Collected data entries:
Content starts
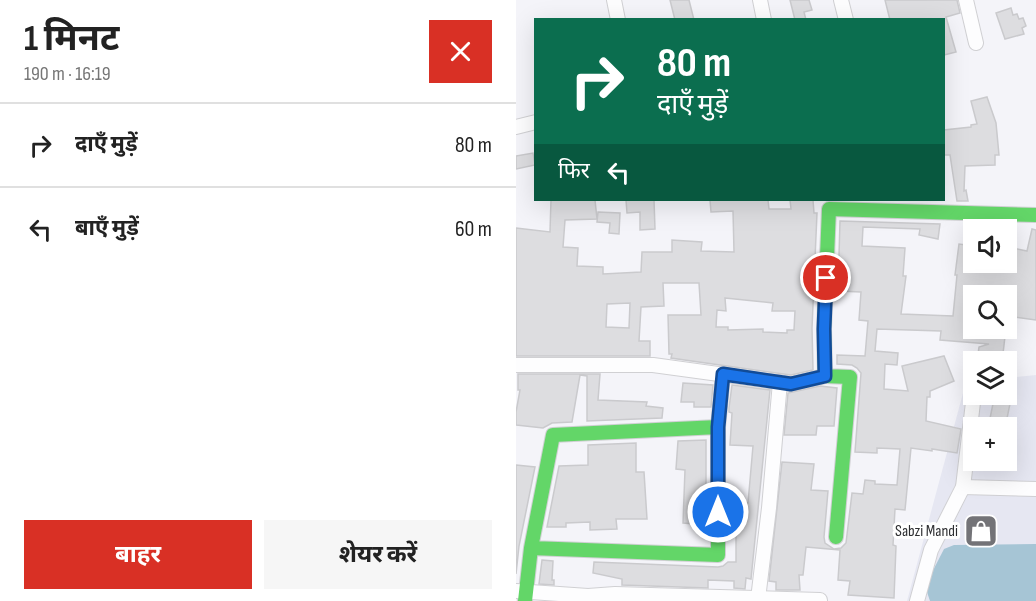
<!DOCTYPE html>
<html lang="hi">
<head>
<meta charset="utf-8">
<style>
  :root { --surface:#fff; --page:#f6f6f6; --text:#222; --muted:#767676; --line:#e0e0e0; --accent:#d93025 }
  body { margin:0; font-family:"Sofia Sans Condensed","Noto Sans Devanagari",sans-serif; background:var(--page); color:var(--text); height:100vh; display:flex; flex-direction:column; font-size:22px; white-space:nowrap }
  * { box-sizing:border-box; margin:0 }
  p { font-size:20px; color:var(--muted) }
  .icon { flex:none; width:33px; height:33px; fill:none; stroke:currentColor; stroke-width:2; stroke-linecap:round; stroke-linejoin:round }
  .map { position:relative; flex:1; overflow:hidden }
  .panel { display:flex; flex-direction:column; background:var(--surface); width:516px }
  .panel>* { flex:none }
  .top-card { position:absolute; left:18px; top:18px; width:411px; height:183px; border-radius:0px; box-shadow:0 6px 24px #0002; background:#0b6e4f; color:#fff; overflow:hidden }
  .buttons { position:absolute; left:447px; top:219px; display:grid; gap:12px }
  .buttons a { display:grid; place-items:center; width:54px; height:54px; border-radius:0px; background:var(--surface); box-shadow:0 6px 24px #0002; font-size:30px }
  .pin { position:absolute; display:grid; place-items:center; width:51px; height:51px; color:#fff; margin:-26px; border:3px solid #fff; border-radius:50%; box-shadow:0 2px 6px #0007 }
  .me { position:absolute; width:66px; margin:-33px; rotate:0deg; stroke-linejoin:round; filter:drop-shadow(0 0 4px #0008) }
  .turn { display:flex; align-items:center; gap:21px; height:126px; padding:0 24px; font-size:27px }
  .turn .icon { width:78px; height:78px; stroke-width:2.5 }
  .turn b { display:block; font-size:42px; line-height:51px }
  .then { display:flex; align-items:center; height:57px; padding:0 24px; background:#0003; gap:12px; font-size:22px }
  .round { display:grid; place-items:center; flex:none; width:63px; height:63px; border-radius:0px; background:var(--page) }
  .head { display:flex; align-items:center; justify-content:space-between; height:102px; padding:0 24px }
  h1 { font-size:36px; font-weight:700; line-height:45px }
  .action { display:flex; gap:12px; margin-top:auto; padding:12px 24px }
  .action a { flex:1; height:69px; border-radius:0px; background:var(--accent); color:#fff; font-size:24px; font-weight:700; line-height:69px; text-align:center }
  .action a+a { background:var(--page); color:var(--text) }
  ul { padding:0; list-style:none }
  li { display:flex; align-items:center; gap:18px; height:84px; padding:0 24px; border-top:2px solid var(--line) }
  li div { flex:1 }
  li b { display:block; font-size:22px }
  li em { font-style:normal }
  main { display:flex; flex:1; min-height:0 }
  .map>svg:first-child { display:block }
  .built { fill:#e6e7f2; fill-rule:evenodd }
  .water { fill:#a6c5d5 }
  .building { fill:#dddde0; stroke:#cacacd; stroke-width:1.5; fill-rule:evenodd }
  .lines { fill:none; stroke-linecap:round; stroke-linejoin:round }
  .street-casing { stroke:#d0d0d3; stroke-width:16 }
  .fast-casing { stroke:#d0d0d3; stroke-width:16 }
  .street { stroke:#fdfdfe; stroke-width:14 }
  .fast { stroke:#63d668; stroke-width:14 }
  .route-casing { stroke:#114b97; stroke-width:15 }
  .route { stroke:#1a73e8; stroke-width:10 }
  .labels { text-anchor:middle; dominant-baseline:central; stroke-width:6; stroke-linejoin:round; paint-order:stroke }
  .poi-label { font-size:16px; fill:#2d2e31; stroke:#fff; text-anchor:end }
</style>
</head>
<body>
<main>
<section class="panel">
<div class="head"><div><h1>1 मिनट</h1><p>190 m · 16:19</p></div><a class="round" style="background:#d93025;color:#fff"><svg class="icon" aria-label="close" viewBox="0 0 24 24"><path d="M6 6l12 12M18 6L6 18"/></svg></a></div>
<ul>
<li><svg class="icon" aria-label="right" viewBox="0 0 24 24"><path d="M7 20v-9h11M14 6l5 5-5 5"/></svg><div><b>दाएँ मुड़ें</b></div><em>80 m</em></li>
<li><svg class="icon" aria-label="left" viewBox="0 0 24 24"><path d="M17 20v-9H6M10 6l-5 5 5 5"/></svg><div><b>बाएँ मुड़ें</b></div><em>60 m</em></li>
</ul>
<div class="action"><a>बाहर</a><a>शेयर करें</a></div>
</section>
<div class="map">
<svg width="520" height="601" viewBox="0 0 520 601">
  <rect width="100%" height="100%" fill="#f4f4f9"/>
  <!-- built -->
  <path class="built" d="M520 375V601H391L450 382H457L458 394H490L491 378ZM458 428H490V460H458Z"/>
  <!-- water -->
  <polygon class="water" points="520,544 520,601 414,601 409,586 428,549 438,545"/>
  <!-- building -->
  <g class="building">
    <polygon points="154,0 173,0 178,20 159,20"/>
    <polygon points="274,0 293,0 296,10 288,12 290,20 279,20"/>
    <polygon points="369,0 441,0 444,13 430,17 440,52 428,55 428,20 374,20"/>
    <polygon points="495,8 497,15 501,14 503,19 507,18 510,26 506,28 508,34 489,39 480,13"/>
    <polygon points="471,97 480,123 483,155 479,155 479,165 449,166 448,191 450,190 452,201 441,201 434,155 428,155 428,130 455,127 455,125 461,124 455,101"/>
    <polygon points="17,153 19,165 0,169 0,156"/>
    <path d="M35 200H79L81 219 49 220 47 247 62 248 61 266 87 267V274L125 272 126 252H156V240L186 242 185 251 218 252 217 211 195 212 194 200H252L253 209H275L274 200H297L298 213H301L296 328 297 370 275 375 155 358 156 354H153L152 315H185L183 283H147L148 306 125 307 123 341H134V356H0V228L34 232ZM209 298 257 303 256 311H279L278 330H271V333L247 332V329L212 330V327H200L201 310 210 311ZM114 303 113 328 90 327 91 304Z"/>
    <polygon points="110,200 138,200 139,229 124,230 124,212 111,213"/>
    <polygon points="82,212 104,213 103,234 93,233 94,223 81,222"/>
    <polygon points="324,221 424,224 422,239 403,235 404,229 347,227 346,246 389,248 387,276 390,276 385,314 437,316 441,275 439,275 443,244 458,246 458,262 490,262 490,254 495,255 496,248 511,251 516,229 520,230 520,320 490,316 490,296 458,296 456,328 490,328 486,362 461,362 463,347 473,344 424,340 425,331 361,329 359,351 382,353 381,365 369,364 368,389 392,391 386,366 428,356 438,381 414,391 414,397 411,397 410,421 445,429 441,453 416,449 416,451 395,448 389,510 379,509 377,545 380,546 378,598 332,595 334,581 322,580 324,550 290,547 287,575 283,575 284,590 260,590 260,582 253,581 266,462 298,464 295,490 312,491 308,537 309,543 318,549 325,548 330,543 336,493 347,494 349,480 359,481 359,484 381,485 384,449 361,448 361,453 339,452 345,373 341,368 336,365 321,364 321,355 349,356 352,321 343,320 345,292 322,291"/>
    <polygon points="2,374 84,374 82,400 131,402 130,406 147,408 146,418 71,421 71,376 64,375 56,422 36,423 27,428 0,425 0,412 4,390 2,390"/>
    <polygon points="167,383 197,385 195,407 178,407 178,402 165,402"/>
    <polygon points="216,385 254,390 235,579 230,578 229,589 218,588 218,581 192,580 192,588 106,585 106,579 77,573 78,562 202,567 207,566 212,562 220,562 220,525 214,525 214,503 232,503 237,446 214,445 216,413 213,412 213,408"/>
    <polygon points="304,386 321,388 318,426 301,426 300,435 268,435 272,393"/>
    <polygon points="479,394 496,394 489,428 472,428"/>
    <polygon points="190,440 190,525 167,523 169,470 160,469 162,441"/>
    <polygon points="120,443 120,472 128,472 131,519 100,519 101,529 74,530 74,522 50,523 50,527 31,527 43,466 72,465 72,445"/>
    <polygon points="0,465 19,467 3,546 0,574"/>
    <polygon points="26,560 37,561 36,580 38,580 38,585 23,584"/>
  </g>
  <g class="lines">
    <defs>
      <g id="street">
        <polyline points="98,0 102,20"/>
        <polyline points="244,0 248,20"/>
        <polyline points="325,0 330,20"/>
        <polyline points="450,0 460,43"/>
        <polyline points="0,127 20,122"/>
        <polyline points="0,365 137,365 275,384 309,376"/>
        <polyline points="202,427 207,374"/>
        <polyline points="447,487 520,489"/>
        <polyline points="0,591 72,596 99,594 304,600"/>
        <polyline points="242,599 253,508 264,382"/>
        <polyline points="401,601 415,550 447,487 458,394"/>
      </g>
      <g id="fast">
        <polyline points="320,537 334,377 309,376 308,329 313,209 520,215"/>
        <polyline points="9,601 15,548 37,435 202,427 202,555 15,548"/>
      </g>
    </defs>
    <!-- street casing -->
    <use href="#street" class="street-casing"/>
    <!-- fast casing -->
    <use href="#fast" class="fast-casing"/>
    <!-- street -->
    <use href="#street" class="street"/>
    <!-- fast -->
    <use href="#fast" class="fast"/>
  </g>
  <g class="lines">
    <defs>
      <polyline id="route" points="202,512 202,427 207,374 275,384 309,376 308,329 310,278"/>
    </defs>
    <!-- route casing -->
    <use href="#route" class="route-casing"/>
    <!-- route -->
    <use href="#route" class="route"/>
  </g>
  <!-- icons -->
  <defs>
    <symbol id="shop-square" viewBox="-11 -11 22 22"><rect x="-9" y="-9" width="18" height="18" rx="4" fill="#737377" stroke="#fff"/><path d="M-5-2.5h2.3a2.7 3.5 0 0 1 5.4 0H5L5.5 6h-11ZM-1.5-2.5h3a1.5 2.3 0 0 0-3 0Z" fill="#fff"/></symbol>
  </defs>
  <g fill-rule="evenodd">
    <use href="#shop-square" x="446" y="512" width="38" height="38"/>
  </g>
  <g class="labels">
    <!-- poi labels -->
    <g class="poi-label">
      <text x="442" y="531">Sabzi Mandi</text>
    </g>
  </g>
</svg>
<div class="buttons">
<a><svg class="icon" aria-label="sound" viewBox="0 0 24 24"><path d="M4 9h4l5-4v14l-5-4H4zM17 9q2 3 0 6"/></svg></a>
<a><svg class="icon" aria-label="search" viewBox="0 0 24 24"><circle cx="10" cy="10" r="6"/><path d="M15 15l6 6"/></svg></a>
<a><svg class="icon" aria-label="layers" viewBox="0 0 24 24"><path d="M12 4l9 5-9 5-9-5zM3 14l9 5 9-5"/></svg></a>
<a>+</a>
</div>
<div class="pin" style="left:310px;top:278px;background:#d93025"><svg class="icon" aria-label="arrive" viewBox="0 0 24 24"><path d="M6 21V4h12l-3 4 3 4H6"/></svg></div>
<svg class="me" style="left:202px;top:512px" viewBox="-20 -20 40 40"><circle r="17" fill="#1a73e8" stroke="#fff" stroke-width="3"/><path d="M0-11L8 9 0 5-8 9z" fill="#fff"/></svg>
<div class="top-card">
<div class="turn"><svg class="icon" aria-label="right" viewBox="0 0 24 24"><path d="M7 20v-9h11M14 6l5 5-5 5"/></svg><div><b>80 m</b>दाएँ मुड़ें</div></div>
<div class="then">फिर<svg class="icon" aria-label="left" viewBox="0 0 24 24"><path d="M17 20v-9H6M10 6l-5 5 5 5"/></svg></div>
</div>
</div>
</main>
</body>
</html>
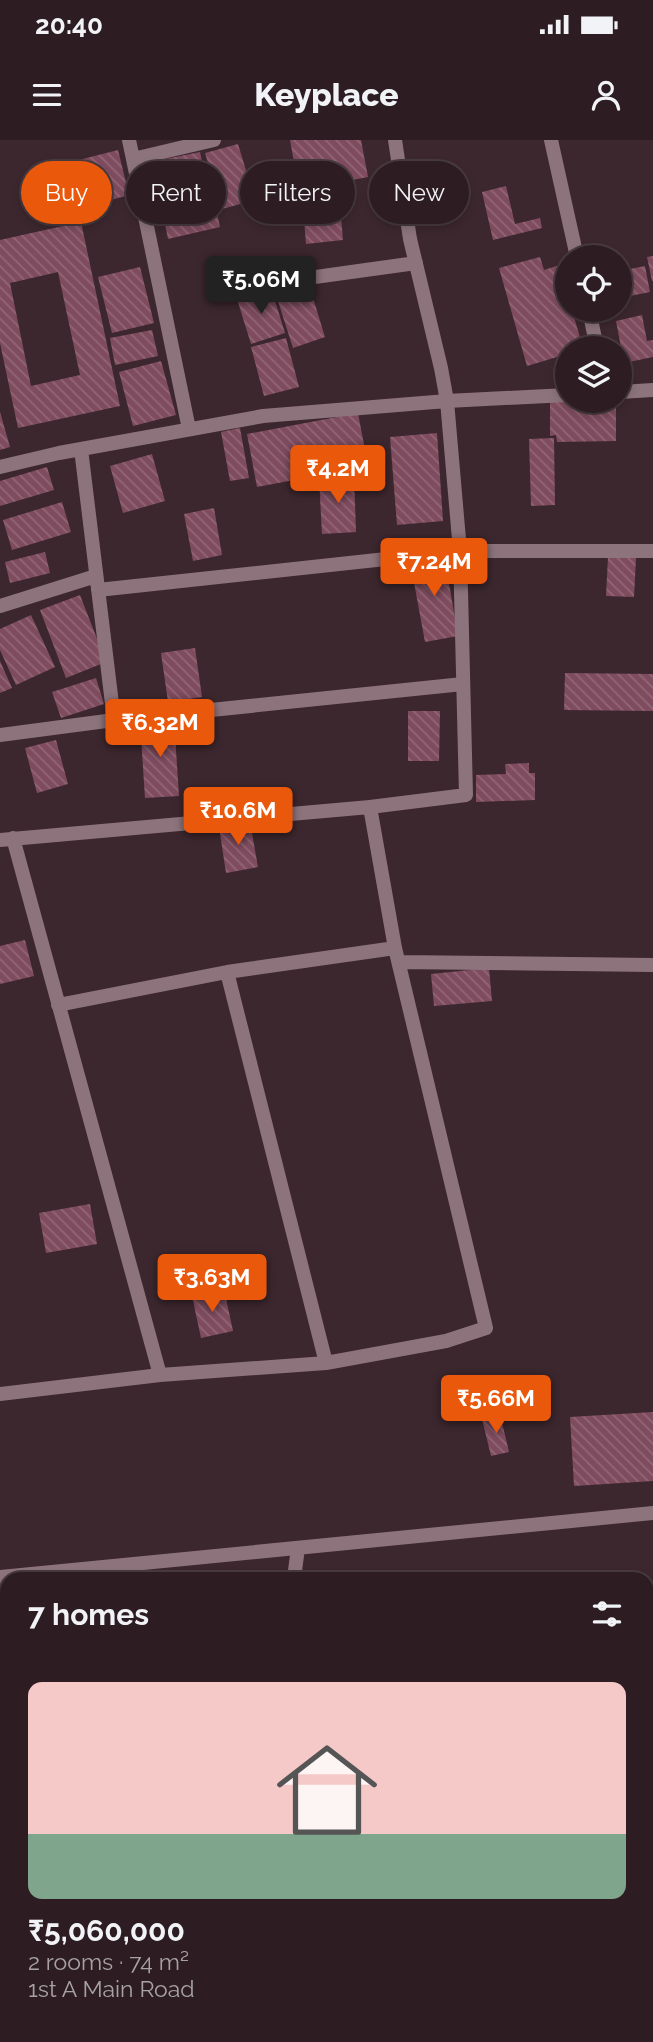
<!DOCTYPE html>
<html lang="en">
<head>
<meta charset="utf-8">
<style>
	:root { --surface:#2d1d22; --page:#392a2f; --text:#f1f3f6; --muted:#a7a2a5; --line:#483b40; --accent:#ea580c }
	body { margin:0; font-family:Raleway,sans-serif; background:var(--page); color:var(--text); height:100vh; display:flex; flex-direction:column; font-size:26px; white-space:nowrap }
	* { box-sizing:border-box; margin:0 }
	p { font-size:23px; color:var(--muted) }
	.icon { flex:none; width:38px; height:38px; fill:none; stroke:currentColor; stroke-width:2; stroke-linecap:round; stroke-linejoin:round }
	.map { position:relative; flex:1; overflow:hidden }
	.panel { position:absolute; left:0px; top:1432px; width:654px; height:471px; display:flex; flex-direction:column; background:var(--surface); border-radius:21px 21px 0 0; box-shadow:0 4px 10px #0003,0 0 0 2px var(--line) }
	.panel>* { flex:none }
	.banner { position:absolute; left:21px; top:21px; width:612px; height:63px; display:flex; gap:14px }
	.controls { position:absolute; left:555px; top:105px; display:grid; gap:14px }
	.controls a { display:grid; place-items:center; width:77px; height:77px; border-radius:50%; background:var(--surface); box-shadow:0 4px 10px #0003,0 0 0 2px var(--line); font-size:35px }
	.price { position:absolute; translate:-50% -60px; padding:0 16px; border-radius:7px; background:var(--accent); color:#fff; font-size:23px; line-height:46px; filter:drop-shadow(0 2px 4px #0008) }
	.price::after { content:''; position:absolute; left:50%; top:42px; width:21px; height:16px; margin-left:-10px; background:inherit; clip-path:polygon(0 0,100% 0,50% 100%) }
	.price.current { background:#222; color:#fff }
	ul { padding:0; list-style:none }
	li { display:grid; align-content:center; gap:14px; height:371px; padding:0 28px }
	li+li { border-top:2px solid var(--line) }
	li span { display:grid; place-items:center; height:217px; border-radius:14px; color:#555 }
	li>.icon { margin-inline-start:auto }
	span .icon { width:126px; height:126px; fill:#fffc; stroke-width:1 }
	li b { font-size:30px }
	h2 { display:flex; justify-content:space-between; align-items:center; height:84px; padding:0 28px; font-size:30px }
	.chip { padding:0 24px; border-radius:32px; background:var(--surface); box-shadow:0 4px 10px #0003,0 0 0 2px var(--line); font-size:24px; line-height:63px }
	.chip.current { background:var(--accent); color:#fff }
	.status { display:flex; justify-content:space-between; align-items:center; height:49px; padding:0 35px; background:var(--surface); direction:ltr }
	.status svg { height:19px; fill:currentColor }
	header { display:flex; justify-content:space-between; align-items:center; height:91px; padding:0 28px; background:var(--surface); font-size:32px; font-weight:800 }
	.map>svg:first-child { display:block }
	.park { fill:url(#park-crowns) }
	.building { fill:url(#building-back-hatch); fill-rule:evenodd }
	.lines { fill:none; stroke-linecap:round; stroke-linejoin:round }
	.path { stroke:#8e7c82; stroke-width:4.5; stroke-dasharray:2 5; stroke-linecap:butt }
	.lane { stroke:#8d747c; stroke-width:14 }
	.street { stroke:#8d747c; stroke-width:14 }
</style>
</head>
<body>
<div class="status"><b>20:40</b><svg viewBox="0 0 49 12"><path d="M0 12V9h3v3zM5 12V6h3v6zM10 12V3h3v9zM15 12V0h3v12zM26 1h20v11H26zM47 4h2v5h-2z"/></svg></div>
<header><svg class="icon" aria-label="menu" viewBox="0 0 24 24"><path d="M4 6h16M4 12h16M4 18h16"/></svg>Keyplace<svg class="icon" aria-label="person" viewBox="0 0 24 24"><circle cx="12" cy="8" r="4"/><path d="M4 21q1-7 8-7t8 7"/></svg></header>
<div class="map">
<svg width="653" height="1902" viewBox="0 0 653 1902">
	<defs>
		<pattern id="park-crowns" width="20" height="18" patternUnits="userSpaceOnUse" patternTransform="scale(1.75)"><rect width="20" height="18" fill="#633c4a"/><path d="M2 6a3 3 0 1 1 6 0M12 15a3 3 0 1 1 6 0" fill="none" stroke="#7a5864"/></pattern>
		<pattern id="building-back-hatch" width="6" height="6" patternUnits="userSpaceOnUse" patternTransform="scale(1.75)"><rect width="6" height="6" fill="#7f4c5f"/><path d="M-1 5l2 2M0 0l6 6M5-1l2 2" fill="none" stroke="#926676"/></pattern>
	</defs>
	<rect width="100%" height="100%" fill="#3c272e"/>
	<path class="park" d="M401 1895H505L541 1902H399Z"/>
	<path class="building" d="M290 0H361L368 37 299 50Z
		M238 4 255 60 222 69 205 13Z
		M118 10 129 55 78 69 67 23Z
		M200 12 207 46 159 56 151 22Z
		M506 46 515 84 540 78 542 88 493 100 482 52Z
		M212 48 220 87 168 99 160 60Z
		M339 52 343 100 306 104 302 56Z
		M81 82 120 266 18 288 0 203V100ZM58 132 80 235 31 246 10 143Z
		M653 116V141H652L647 117Z
		M540 117 544 130 560 125 567 151V170H572L583 208H567V214L527 226 499 128Z
		M645 126 650 152 620 158V131Z
		M140 127 154 183 112 193 98 137Z
		M309 145 325 197 293 208 276 155Z
		M271 148 285 193 251 204 237 159Z
		M642 175 647 201 653 200V217L624 223 616 181Z
		M152 190 158 216 115 225 110 198Z
		M286 198 299 247 264 256 251 207Z
		M161 221 176 275 133 286 119 232Z
		M616 261V301L557 302 556 295 550 296V262Z
		M0 272 10 307 0 310Z
		M358 273 368 326 257 347 247 294Z
		M240 288 249 338 230 341 221 292Z
		M437 293 443 381 397 385 390 297Z
		M554 298 555 365 531 366 529 299Z
		M152 314 165 361 123 373 110 326Z
		M47 327 54 350 0 366V341Z
		M354 336 356 392 322 394 319 338Z
		M62 362 71 392 12 410 3 380Z
		M214 368 222 415 193 421 184 374Z
		M45 412 50 433 10 443 5 422Z
		M444 414 458 496 425 502 410 421Z
		M608 417 636 418 634 457 606 456Z
		M80 455 106 522 66 538 40 470Z
		M31 475 55 527 16 545 0 510V489Z
		M195 508 202 557 168 562 161 513Z
		M0 521 12 548 0 553Z
		M565 533 653 534V571L564 570Z
		M96 538 104 564 61 578 52 552Z
		M408 571H440L439 621H408Z
		M174 579 179 656 145 658 140 582Z
		M56 600 68 644 37 653 25 608Z
		M529 623V633H535V660L476 662V635L506 634 505 624Z
		M250 682 258 727 226 733 219 687Z
		M25 800 34 836 0 844V806Z
		M489 828 492 861 434 866 431 834Z
		M90 1064 97 1104 46 1113 39 1073Z
		M224 1149 233 1191 201 1198 192 1156Z
		M653 1272V1341L574 1346 570 1277Z
		M500 1274 509 1312 491 1316 482 1279Z
		M648 1516H653V1624H648Z
		M648 1692 653 1693V1837H648Z
		M0 1855 7 1857V1895H15L14 1902 0 1900Z
		M22 1895H55L53 1902H20Z
		M63 1895H101L99 1902H61Z
		M142 1895H162L183 1899 182 1902H141Z"/>
	<g class="lines">
		<path class="path" d="M505 1895 541 1902"/>
		<path class="lane" d="M648 1637H652
			M375 1902 378 1895"/>
		<path class="street" d="M129 0 133 19
			M395 0 410 99 441 228 447 261 460 411H653
			M551 0 577 117
			M243 147 416 123
			M589 170 597 208
			M620 252 653 250
			M189 289 133 19 214 0
			M81 309 114 580 463 544
			M0 327 59 313 263 276 447 261 567 255
			M0 466 96 436
			M0 595 114 580
			M13 698 160 1235
			M0 700 370 667 466 655 460 411 98 450
			M399 822 653 825
			M227 832 326 1223
			M58 865 227 832 395 808
			M0 1254 160 1235 326 1223 446 1201 486 1188 395 808 370 667
			M0 1437 653 1373
			M294 1438 298 1408
			M0 1457 2 1437
			M0 1589H7
			M0 1840 7 1842
			M226 1895 250 1902
			M635 1895 653 1898
			M188 1902 189 1895"/>
	</g>
</svg>
<div class="controls">
<a><svg class="icon" aria-label="locate" viewBox="0 0 24 24"><circle cx="12" cy="12" r="6"/><path d="M12 2v4M12 18v4M2 12h4M18 12h4"/></svg></a>
<a><svg class="icon" aria-label="layers" viewBox="0 0 24 24"><path d="M12 4l9 5-9 5-9-5zM3 14l9 5 9-5"/></svg></a>
</div>
<b class="price current" style="left:261px;top:176px">₹5.06M</b>
<b class="price" style="left:338px;top:365px">₹4.2M</b>
<b class="price" style="left:434px;top:458px">₹7.24M</b>
<b class="price" style="left:160px;top:619px">₹6.32M</b>
<b class="price" style="left:238px;top:707px">₹10.6M</b>
<b class="price" style="left:212px;top:1174px">₹3.63M</b>
<b class="price" style="left:496px;top:1295px">₹5.66M</b>
<div class="banner">
<a class="chip current">Buy</a>
<a class="chip">Rent</a>
<a class="chip">Filters</a>
<a class="chip">New</a>
</div>
<section class="panel">
<h2>7 homes<svg class="icon" aria-label="filters" viewBox="0 0 24 24"><path d="M4 7h16M4 17h16"/><circle cx="9" cy="7" r="2"/><circle cx="15" cy="17" r="2"/></svg></h2>
<ul>
<li><span style="background:linear-gradient(#f6c9c9 70%,#7fa58c 0)"><svg class="icon" aria-label="home" viewBox="0 0 24 24"><path d="M3 11l9-7 9 7M6 9v11h12V9"/></svg></span><div><b>₹5,060,000</b><p>2 rooms · 74 m²</p><p>1st A Main Road</p></div></li>
</ul>
</section>
</div>
</body>
</html>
Content ends
**Required work:** Word for word, give again the lines from the first entry to the line with "--surface:#fff; --page:#f6f6f6; --text:#222;", inclusive. Exclude the pictures.

**Task solution:**
<!DOCTYPE html>
<html lang="hi">
<head>
<meta charset="utf-8">
<style>
  :root { --surface:#fff; --page:#f6f6f6; --text:#222; --muted:#767676; --line:#e0e0e0; --accent:#d93025 }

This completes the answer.